Within my own family tree I found great variety. Some ancestresses were rich, some were poor. Some had small families, some had large families. We had slave owners and abolitionists, city dwellers and country dammes. Even within a single generation and in a single region, they were different from one another.
The further you dig down in the records, the clearer it becomes that these people as individuals weren’t monoliths over the course of their own lives either. They were dynamic as time went by. Sure, some were married to steady stable men who lived a life with a steady rhythm. Born in Troup County, Georgia, died in Troup County, Georgia. Born a farmer’s daughter, became a farmer’s wife, died in her son’s farm house. There are threads of consistency in some stories.
But many more experienced incredible changes as they went through life. Born in North Carolina, died in Texas. Married twice, thrice (or even more), to men whose occupation changed radically in each census listing, going from Farmer to Minister to Painter and back to Farmer. They would have understood our modern concept of “This is my _____ era”.
Most did not own slaves, but some did. The ones who owned slaves were economically mixed, with some owning a few people and others owning multiple families.

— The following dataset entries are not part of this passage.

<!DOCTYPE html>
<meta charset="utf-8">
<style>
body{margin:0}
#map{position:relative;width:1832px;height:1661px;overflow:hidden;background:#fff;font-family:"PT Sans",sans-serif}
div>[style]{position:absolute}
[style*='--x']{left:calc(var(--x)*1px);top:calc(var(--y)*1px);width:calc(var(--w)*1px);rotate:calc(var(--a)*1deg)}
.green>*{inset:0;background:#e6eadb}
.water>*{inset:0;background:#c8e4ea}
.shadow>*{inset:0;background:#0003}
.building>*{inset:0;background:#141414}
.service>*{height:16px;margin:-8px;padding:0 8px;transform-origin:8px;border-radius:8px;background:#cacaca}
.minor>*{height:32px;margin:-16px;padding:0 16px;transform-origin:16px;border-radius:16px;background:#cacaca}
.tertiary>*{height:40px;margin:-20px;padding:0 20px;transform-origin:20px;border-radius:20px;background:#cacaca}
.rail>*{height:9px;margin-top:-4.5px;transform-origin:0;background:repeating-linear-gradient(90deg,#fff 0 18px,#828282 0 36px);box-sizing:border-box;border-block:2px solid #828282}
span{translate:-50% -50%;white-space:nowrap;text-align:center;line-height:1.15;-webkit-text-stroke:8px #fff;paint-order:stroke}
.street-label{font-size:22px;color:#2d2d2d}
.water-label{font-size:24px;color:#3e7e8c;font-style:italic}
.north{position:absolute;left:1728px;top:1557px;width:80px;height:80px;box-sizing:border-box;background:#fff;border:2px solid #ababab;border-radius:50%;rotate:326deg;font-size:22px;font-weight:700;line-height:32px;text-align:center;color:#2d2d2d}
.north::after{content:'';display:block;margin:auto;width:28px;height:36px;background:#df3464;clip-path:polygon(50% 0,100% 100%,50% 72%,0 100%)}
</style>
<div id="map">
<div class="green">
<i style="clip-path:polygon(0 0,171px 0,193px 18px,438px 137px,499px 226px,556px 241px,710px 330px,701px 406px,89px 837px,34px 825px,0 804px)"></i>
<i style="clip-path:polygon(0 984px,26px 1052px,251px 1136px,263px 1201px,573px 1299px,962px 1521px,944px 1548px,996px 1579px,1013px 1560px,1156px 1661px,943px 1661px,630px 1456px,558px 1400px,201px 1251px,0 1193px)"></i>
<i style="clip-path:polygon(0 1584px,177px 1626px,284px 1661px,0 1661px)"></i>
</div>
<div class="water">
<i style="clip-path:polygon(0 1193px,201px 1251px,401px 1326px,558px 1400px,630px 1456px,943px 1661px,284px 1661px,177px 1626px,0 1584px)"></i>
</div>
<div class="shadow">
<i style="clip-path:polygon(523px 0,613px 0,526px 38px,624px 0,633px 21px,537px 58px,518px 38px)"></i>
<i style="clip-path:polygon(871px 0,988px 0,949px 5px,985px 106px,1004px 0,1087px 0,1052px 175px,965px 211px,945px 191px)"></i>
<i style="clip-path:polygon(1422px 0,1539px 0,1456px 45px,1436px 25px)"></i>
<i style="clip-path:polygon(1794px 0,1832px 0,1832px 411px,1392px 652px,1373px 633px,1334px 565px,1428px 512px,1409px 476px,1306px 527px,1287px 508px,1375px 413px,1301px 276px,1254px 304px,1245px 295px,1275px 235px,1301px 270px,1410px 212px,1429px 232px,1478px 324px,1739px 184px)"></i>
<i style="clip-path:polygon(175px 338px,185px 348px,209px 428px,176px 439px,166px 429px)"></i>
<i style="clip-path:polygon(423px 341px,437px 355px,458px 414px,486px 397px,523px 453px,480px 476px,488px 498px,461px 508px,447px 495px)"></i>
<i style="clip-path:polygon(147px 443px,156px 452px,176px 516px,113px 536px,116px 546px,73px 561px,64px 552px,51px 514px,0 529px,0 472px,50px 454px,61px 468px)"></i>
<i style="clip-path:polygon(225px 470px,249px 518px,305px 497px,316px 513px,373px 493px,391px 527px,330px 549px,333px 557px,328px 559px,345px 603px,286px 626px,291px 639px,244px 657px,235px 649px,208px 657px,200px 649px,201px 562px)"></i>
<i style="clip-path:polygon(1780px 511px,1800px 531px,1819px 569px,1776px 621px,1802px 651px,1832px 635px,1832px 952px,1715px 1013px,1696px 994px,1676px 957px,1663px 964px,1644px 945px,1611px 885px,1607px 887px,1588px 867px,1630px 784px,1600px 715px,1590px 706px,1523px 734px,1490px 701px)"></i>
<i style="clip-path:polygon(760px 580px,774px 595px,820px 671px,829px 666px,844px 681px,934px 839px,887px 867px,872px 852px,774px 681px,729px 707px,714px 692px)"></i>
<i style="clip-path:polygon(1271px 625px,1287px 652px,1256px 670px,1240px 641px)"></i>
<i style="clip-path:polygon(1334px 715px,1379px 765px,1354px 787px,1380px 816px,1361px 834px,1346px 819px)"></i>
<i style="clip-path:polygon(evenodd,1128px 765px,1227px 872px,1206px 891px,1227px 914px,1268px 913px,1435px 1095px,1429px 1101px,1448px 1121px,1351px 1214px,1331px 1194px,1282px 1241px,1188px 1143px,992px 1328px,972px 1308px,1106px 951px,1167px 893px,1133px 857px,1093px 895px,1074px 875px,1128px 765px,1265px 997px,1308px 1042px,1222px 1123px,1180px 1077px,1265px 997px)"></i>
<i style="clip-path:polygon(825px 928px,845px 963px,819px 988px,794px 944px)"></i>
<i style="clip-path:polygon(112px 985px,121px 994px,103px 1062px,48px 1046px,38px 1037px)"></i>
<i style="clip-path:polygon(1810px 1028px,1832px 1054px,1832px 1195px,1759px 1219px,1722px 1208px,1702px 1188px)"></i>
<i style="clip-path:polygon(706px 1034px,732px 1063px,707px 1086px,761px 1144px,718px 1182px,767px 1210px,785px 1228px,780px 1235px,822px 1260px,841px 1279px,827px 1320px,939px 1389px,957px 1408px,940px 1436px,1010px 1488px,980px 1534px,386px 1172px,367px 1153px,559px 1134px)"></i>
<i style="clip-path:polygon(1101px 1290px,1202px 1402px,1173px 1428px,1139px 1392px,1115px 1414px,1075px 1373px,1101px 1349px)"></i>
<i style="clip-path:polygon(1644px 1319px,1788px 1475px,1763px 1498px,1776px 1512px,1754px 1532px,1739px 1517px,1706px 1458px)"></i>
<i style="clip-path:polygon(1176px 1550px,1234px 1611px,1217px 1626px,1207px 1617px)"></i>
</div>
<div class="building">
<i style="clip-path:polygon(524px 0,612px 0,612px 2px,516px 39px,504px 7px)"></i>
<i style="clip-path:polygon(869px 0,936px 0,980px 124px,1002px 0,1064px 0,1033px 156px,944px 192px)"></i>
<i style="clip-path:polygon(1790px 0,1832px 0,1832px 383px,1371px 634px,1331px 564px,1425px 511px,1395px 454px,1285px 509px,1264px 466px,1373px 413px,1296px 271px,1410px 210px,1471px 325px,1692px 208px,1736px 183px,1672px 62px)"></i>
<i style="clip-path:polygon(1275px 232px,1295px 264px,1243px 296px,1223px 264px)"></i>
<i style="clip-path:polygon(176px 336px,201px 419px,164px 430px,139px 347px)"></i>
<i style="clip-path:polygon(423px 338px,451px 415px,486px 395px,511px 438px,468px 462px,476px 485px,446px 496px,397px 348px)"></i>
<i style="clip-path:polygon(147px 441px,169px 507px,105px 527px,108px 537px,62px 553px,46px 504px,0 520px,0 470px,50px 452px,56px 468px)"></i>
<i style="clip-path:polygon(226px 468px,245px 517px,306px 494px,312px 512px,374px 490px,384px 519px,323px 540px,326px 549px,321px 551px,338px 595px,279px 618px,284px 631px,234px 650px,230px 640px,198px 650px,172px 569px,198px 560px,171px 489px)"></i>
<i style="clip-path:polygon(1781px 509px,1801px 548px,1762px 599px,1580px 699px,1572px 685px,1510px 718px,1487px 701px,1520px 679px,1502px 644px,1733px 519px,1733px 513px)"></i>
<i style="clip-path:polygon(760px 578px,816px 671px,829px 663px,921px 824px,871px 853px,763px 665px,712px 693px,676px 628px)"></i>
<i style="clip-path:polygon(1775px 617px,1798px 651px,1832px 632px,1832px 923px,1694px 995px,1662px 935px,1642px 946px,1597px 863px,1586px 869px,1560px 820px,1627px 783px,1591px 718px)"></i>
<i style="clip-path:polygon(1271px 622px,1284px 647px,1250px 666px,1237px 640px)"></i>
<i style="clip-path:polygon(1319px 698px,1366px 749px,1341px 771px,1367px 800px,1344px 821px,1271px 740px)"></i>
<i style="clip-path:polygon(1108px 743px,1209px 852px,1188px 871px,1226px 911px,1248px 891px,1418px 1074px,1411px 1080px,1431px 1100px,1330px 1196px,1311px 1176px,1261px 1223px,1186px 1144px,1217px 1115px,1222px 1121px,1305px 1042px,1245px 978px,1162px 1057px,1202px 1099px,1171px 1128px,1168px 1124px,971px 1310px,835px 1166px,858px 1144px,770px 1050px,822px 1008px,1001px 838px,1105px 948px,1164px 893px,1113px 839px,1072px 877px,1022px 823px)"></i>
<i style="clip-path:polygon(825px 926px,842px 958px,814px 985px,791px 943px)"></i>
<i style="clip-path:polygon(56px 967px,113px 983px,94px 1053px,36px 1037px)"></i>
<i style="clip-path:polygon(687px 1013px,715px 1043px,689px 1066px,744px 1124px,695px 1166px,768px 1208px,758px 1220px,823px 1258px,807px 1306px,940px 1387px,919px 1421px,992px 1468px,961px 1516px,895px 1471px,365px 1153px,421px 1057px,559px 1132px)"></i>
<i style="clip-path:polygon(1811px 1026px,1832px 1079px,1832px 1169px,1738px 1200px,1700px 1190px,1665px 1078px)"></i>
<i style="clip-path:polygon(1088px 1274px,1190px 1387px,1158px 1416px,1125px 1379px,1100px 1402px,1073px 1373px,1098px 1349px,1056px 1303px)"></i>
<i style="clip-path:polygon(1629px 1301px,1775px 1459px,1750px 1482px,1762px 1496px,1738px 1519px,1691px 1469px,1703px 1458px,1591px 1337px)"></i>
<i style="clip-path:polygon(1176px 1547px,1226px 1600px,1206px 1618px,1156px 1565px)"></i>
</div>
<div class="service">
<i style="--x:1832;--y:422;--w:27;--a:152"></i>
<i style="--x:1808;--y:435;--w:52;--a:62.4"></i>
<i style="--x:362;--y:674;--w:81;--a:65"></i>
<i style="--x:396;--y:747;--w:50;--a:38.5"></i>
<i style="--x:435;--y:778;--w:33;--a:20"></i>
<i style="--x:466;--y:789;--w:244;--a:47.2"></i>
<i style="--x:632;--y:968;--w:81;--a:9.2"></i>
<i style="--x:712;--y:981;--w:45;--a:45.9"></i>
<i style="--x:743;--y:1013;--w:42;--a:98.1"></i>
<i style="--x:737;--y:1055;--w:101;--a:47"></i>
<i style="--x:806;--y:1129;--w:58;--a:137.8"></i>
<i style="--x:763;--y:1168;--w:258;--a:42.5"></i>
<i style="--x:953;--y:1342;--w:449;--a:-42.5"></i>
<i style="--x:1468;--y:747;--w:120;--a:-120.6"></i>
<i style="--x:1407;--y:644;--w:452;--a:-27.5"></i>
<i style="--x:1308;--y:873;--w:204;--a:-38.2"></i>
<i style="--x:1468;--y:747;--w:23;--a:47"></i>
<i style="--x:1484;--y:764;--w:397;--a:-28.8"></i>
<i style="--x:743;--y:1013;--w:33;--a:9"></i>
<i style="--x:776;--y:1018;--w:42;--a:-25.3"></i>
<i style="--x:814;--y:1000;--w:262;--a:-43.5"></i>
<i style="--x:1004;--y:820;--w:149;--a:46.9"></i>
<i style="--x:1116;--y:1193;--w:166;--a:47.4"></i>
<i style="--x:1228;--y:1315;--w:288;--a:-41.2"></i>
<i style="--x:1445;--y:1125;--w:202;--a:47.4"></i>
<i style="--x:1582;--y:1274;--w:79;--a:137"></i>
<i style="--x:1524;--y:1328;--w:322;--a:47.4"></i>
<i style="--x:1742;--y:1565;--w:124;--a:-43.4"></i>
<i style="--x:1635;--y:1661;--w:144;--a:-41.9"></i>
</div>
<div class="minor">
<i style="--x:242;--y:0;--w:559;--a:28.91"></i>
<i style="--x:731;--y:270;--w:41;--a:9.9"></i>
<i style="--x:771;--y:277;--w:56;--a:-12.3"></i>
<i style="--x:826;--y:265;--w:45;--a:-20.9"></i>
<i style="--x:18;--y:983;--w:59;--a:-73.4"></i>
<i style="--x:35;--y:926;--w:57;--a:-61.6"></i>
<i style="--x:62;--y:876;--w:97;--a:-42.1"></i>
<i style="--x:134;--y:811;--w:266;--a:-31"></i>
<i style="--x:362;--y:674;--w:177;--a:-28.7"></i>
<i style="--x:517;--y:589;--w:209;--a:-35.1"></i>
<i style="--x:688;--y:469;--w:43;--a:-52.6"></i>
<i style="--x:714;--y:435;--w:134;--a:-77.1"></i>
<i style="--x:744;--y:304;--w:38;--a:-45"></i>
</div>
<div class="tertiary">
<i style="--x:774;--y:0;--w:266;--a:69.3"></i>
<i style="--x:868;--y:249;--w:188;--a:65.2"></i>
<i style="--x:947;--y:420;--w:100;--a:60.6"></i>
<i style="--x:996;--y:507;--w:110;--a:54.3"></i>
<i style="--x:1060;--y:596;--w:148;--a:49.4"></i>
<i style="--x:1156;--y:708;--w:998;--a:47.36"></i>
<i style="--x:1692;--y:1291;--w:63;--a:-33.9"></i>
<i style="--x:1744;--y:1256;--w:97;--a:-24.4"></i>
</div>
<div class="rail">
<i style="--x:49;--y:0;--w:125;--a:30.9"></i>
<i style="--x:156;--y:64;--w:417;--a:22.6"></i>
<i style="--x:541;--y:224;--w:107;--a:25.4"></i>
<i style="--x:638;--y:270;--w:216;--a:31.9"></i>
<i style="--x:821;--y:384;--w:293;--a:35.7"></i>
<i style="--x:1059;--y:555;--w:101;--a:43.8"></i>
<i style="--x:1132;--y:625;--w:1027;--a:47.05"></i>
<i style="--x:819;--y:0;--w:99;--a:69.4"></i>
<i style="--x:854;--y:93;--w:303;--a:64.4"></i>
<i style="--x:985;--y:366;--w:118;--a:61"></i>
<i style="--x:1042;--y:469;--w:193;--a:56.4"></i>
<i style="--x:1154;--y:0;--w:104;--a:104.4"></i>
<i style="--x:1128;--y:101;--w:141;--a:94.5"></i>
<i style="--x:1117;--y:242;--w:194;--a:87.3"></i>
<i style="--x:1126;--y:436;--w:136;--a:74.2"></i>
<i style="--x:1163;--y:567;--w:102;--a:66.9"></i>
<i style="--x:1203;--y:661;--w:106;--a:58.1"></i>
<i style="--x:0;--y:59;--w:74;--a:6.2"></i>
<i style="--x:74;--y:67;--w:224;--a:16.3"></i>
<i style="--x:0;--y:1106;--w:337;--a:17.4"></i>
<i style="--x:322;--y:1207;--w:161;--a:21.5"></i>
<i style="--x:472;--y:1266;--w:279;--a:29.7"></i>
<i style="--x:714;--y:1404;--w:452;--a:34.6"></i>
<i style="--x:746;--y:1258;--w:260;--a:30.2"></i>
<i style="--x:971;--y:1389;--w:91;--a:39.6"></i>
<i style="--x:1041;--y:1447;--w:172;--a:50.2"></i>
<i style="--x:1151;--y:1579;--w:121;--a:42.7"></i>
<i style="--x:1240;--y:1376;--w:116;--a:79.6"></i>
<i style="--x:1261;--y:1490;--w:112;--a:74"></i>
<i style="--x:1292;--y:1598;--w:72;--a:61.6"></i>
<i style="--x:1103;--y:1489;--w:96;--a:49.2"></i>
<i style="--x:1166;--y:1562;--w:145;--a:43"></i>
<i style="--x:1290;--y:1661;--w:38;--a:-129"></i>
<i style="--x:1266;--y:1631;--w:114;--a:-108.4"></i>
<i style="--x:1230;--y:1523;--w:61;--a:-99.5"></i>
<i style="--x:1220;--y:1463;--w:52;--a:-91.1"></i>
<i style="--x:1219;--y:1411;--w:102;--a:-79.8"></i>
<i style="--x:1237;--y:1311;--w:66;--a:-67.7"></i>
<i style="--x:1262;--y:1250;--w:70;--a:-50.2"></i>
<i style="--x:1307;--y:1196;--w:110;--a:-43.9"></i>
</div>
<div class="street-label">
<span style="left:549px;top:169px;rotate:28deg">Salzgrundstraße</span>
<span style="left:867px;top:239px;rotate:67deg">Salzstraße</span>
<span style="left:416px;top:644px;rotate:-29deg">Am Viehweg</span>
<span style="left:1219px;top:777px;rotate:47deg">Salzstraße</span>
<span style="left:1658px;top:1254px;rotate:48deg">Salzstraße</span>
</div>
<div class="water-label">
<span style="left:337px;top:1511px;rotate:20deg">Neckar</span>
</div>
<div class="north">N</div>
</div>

Some were married to men who had assaulted their slaves and records show that they now owned their husband’s children. As a modern woman I have trouble fathoming this. And the probates be damned, freedom and a few acres at the Master’s death does not in fact make up for the affront of slavery and rape.
Coming upon all these records documenting my ancestor’s direct participation in slavery was incredibly upsetting. The first time I literally felt nauseous and almost threw up on my shoes. I had been asking forever “Where were we back then? What were we doing?” Now I had my answer. We were in Georgia, in the Carolinas, in Mississippi and Tennessee. We were doing all kinds of things: working, raising children, engaging with the community. And some of us were doing all this while participating in one of the harshest forms of slavery ever historically documented. Pretty sure I was never supposed to know that part. You probably weren’t either.
But why can’t we know? Because it will hurt our feelings? Because it makes us feel ill? Is that really the priority here, managing the fee fees of modern folks who are uncomfortable with the knowledge that not everyone who came before them was the rugged individualist that stories like to dwell on? Are our modern feelings so delicate that we must erase the suffering and complexity of the past because otherwise we squirm like naughty children? Why can’t we just sit with the discomfort and come through the other side, more knowledgeable and committed to justice?
The answer is: We actually can do it. We can learn and grow, both as individuals and as a people.
I want to stop pretending these women didn’t exist. An end to the “I don’t know her” phenomenon. These women had a lived reality that was complicated and experientially varied. When I talk about them, and when others talk about them, I want that conversation to reflect their lived complexity and depth. No more Lost Cause apologists. No dismissing them as an evil aberration we no longer have to watch out for. Let’s just see them for them.